During the recording sessions, speakers were asked to utter the 10 digits and 33 alphabets sequentially starting with digits followed by alphabets. Audio recordings for a single speaker were saved into one “.wav” file and sometimes up to four “.wav” files depending on number of sessions the speaker spent to finish recording. It is time consuming to save every single recording once uttered.
Hence, the corpus consists of 10 repetitions of every digit and alphabets produced by each speaker. Depending on this, the corpus consists of 25,800 tokens. During the recording session, the waveform for each utterance was visualized back to ensure that the entire word was included in the recorded signal see Fig. 2. Therefore, there was a need to segment manually these bigger “.wav” files into smaller ones each having a single recording of a single word and manual classification of those “.wav” files into the corresponding directories was done.

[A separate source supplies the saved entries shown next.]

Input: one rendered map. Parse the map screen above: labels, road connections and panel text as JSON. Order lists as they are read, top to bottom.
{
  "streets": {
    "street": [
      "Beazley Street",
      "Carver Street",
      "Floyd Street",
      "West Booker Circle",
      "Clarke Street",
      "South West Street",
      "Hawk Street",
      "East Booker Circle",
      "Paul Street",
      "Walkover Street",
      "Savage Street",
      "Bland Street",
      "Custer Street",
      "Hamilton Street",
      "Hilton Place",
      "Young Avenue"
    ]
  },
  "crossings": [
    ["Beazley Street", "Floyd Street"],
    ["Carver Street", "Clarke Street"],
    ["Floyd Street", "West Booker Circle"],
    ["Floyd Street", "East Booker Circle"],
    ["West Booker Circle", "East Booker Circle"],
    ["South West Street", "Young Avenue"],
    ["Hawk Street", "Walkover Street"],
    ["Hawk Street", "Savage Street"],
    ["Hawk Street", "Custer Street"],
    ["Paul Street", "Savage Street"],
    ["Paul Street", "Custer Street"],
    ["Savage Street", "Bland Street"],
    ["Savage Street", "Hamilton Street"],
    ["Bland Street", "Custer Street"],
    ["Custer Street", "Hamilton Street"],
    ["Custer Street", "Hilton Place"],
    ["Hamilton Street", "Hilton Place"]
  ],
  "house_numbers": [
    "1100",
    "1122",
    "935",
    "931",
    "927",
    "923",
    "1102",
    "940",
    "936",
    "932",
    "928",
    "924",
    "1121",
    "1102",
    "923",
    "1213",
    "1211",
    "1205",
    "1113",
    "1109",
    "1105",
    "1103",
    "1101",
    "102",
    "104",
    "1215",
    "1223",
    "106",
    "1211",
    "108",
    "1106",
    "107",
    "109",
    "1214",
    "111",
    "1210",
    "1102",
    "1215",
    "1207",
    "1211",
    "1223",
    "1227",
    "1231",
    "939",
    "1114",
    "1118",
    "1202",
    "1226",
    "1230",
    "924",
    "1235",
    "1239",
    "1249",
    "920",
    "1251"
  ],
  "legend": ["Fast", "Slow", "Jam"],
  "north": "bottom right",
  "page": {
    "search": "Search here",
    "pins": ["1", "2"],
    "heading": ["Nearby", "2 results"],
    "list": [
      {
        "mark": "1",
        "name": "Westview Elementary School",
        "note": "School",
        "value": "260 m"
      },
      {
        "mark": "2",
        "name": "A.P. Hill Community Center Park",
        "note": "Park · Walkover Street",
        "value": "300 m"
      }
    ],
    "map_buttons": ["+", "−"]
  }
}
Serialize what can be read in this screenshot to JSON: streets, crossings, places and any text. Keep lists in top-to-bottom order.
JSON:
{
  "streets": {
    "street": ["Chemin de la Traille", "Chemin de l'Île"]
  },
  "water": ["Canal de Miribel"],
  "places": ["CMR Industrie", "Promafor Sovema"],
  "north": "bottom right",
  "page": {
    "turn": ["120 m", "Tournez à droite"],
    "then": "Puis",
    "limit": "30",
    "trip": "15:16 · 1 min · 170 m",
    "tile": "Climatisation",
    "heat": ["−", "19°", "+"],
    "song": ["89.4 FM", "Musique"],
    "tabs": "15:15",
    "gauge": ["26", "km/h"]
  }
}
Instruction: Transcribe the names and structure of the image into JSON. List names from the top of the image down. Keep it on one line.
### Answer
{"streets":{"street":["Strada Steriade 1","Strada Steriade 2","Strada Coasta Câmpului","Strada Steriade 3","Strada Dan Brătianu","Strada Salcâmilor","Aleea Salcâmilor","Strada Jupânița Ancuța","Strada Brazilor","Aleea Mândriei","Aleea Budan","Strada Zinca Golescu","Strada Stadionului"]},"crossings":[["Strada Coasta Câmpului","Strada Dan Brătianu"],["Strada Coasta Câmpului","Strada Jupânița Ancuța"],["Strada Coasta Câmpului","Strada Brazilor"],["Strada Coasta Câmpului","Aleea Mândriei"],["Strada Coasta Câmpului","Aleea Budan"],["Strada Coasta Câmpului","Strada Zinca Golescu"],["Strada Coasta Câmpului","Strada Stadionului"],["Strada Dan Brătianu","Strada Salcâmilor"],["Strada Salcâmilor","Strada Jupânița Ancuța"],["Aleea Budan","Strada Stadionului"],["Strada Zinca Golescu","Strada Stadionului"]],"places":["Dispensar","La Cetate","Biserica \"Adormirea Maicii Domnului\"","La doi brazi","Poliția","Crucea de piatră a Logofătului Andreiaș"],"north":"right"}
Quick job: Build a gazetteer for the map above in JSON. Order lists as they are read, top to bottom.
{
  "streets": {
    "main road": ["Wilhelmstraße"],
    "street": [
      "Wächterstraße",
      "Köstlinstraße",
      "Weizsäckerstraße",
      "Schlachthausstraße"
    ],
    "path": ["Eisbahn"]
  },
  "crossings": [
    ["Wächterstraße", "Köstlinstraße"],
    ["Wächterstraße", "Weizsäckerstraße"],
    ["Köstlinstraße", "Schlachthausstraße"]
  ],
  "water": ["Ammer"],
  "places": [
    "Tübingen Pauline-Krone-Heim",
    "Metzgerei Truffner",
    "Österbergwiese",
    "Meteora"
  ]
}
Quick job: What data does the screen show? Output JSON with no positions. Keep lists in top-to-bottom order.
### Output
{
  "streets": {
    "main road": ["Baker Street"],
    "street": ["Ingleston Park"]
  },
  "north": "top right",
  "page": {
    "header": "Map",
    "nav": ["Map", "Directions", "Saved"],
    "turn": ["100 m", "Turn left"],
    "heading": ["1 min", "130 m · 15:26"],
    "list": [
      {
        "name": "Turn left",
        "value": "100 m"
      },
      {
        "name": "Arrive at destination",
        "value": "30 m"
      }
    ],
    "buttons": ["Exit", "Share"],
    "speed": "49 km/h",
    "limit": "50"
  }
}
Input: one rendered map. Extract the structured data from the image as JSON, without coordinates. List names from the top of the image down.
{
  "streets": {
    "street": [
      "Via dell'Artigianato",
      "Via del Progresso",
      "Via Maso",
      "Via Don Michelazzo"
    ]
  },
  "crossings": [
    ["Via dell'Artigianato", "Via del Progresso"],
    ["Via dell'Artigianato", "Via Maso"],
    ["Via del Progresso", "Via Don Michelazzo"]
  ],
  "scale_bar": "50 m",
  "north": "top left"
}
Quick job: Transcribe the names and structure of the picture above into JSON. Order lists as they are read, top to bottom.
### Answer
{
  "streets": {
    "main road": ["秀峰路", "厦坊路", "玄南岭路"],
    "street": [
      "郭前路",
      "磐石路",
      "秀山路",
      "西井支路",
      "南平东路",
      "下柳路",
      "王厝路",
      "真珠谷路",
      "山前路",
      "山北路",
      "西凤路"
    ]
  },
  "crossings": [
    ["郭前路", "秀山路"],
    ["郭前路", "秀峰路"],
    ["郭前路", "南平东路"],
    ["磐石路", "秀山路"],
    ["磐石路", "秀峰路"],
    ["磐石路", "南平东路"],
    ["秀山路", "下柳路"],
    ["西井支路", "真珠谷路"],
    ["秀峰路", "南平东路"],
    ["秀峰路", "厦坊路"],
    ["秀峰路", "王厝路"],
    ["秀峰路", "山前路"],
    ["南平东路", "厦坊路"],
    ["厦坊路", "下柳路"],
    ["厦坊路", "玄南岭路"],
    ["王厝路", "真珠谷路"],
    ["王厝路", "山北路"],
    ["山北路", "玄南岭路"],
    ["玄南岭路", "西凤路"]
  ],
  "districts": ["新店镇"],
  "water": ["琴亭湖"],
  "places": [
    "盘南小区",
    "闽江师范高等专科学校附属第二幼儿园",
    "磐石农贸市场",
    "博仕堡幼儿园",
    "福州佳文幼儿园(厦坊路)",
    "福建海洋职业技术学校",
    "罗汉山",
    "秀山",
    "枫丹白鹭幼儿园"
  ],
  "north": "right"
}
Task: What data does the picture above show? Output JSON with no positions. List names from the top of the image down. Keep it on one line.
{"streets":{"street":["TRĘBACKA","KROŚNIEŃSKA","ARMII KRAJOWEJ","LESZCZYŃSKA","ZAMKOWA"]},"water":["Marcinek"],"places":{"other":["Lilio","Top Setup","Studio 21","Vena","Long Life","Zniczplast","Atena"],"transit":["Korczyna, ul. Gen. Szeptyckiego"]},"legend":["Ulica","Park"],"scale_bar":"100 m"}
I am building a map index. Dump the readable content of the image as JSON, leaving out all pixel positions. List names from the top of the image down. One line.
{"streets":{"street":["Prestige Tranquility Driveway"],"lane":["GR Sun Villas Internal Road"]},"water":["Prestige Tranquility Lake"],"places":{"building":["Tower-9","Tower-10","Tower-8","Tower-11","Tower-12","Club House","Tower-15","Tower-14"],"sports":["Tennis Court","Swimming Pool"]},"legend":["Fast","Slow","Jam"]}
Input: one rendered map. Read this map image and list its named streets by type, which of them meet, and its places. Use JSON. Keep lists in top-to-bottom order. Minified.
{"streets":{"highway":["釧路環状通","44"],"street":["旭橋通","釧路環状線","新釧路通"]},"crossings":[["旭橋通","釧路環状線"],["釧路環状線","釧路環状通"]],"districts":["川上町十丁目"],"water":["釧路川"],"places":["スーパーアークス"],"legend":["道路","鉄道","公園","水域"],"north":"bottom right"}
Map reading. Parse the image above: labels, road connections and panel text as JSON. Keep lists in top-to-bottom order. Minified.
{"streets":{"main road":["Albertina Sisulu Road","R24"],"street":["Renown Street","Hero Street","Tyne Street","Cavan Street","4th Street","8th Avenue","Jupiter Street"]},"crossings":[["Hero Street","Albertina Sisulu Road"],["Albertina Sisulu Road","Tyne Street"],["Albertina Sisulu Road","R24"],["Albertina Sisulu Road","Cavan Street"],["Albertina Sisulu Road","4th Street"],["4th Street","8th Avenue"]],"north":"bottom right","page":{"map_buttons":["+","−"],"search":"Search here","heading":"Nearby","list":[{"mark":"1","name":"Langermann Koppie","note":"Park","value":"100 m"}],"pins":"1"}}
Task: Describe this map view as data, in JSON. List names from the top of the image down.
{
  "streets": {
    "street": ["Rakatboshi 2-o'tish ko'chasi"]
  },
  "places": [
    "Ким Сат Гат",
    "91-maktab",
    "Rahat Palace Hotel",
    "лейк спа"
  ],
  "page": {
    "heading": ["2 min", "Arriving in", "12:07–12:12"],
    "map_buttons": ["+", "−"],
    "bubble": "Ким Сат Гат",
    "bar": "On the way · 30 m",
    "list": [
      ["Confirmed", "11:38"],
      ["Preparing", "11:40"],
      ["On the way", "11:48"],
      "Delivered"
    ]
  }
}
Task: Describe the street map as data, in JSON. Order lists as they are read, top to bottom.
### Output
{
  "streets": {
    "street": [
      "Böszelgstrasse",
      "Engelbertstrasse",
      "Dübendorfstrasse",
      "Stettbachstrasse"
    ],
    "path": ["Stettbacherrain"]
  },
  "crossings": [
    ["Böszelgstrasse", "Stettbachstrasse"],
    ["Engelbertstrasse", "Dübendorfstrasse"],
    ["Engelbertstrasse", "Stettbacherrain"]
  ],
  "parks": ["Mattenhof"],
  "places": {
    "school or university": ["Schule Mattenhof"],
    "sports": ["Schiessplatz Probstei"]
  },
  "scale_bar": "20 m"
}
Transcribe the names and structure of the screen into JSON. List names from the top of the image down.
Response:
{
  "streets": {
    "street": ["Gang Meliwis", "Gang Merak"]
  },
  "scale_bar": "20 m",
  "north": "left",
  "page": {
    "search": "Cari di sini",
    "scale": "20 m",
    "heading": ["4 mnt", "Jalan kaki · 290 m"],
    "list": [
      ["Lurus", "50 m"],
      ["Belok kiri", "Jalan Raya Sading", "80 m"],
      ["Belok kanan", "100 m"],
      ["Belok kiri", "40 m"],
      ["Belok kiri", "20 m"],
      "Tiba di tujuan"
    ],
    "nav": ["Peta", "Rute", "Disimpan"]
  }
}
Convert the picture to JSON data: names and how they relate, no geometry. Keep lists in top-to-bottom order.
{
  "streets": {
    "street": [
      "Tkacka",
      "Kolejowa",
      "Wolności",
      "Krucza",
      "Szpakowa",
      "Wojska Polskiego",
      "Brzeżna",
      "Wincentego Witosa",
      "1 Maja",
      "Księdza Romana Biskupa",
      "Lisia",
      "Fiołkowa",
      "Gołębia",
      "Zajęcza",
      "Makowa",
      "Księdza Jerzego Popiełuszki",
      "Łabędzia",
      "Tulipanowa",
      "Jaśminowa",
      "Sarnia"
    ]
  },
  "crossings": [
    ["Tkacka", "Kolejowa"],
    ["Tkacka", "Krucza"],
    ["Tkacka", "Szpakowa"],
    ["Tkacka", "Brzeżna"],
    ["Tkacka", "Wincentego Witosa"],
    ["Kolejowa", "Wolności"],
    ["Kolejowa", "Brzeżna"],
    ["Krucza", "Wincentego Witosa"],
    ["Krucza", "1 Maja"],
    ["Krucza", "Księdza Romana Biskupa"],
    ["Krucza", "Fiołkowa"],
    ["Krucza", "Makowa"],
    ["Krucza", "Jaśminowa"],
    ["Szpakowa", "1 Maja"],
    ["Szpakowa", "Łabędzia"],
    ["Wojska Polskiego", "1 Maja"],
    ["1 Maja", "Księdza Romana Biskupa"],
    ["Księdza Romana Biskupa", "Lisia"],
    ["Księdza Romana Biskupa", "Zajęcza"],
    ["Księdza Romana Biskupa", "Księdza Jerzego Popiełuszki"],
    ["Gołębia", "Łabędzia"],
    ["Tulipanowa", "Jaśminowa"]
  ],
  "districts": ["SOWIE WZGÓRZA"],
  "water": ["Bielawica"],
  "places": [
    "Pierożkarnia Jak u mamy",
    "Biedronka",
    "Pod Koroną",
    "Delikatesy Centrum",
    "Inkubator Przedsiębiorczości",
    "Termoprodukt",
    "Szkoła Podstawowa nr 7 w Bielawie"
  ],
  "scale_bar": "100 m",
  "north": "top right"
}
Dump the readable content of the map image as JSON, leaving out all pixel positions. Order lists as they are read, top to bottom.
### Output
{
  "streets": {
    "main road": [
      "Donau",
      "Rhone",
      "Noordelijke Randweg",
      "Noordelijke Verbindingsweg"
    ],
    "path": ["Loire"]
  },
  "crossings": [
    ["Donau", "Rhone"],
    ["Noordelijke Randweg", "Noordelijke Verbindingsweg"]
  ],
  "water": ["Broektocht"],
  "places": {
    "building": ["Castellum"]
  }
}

Wrongly pronounced utterances were ignored and only correct utterances are kept in the database.
3.3 Training
Training is the process of learning the Acoustic Model and Language Model to construct the knowledge base used by the system. The knowledge base contains: Acoustic Model, Language Model and Pronunciation Dictionary.
3.3.1 Feature extraction
The purpose of this sub-system (see fig. 1) is to extract speech features which play a crucial role in speech recognition system performance.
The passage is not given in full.